Saved data entries
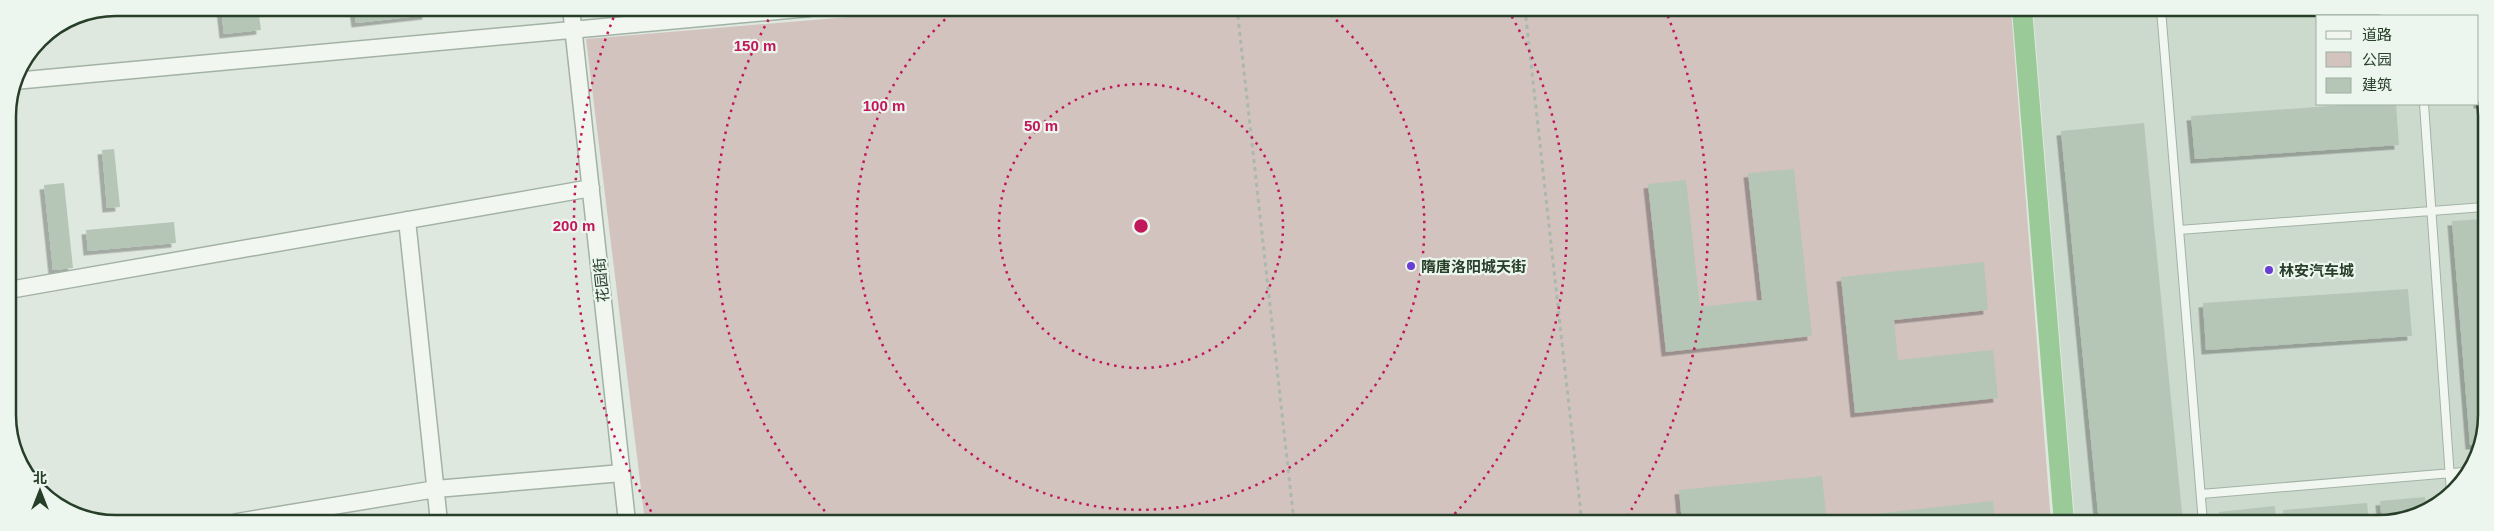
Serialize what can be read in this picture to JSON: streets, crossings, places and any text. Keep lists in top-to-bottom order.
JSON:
{
  "streets": {
    "street": ["花园街"]
  },
  "places": ["隋唐洛阳城天街", "林安汽车城"],
  "legend": ["道路", "公园", "建筑"],
  "north": "top",
  "rings": [
    "150 m",
    "100 m",
    "50 m",
    "200 m"
  ]
}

THE TASK: Give the records above again verbatim, pictures omitted.

RESPONSE TO THIS EXERCISE:
Serialize what can be read in this picture to JSON: streets, crossings, places and any text. Keep lists in top-to-bottom order.
JSON:
{
  "streets": {
    "street": ["花园街"]
  },
  "places": ["隋唐洛阳城天街", "林安汽车城"],
  "legend": ["道路", "公园", "建筑"],
  "north": "top",
  "rings": [
    "150 m",
    "100 m",
    "50 m",
    "200 m"
  ]
}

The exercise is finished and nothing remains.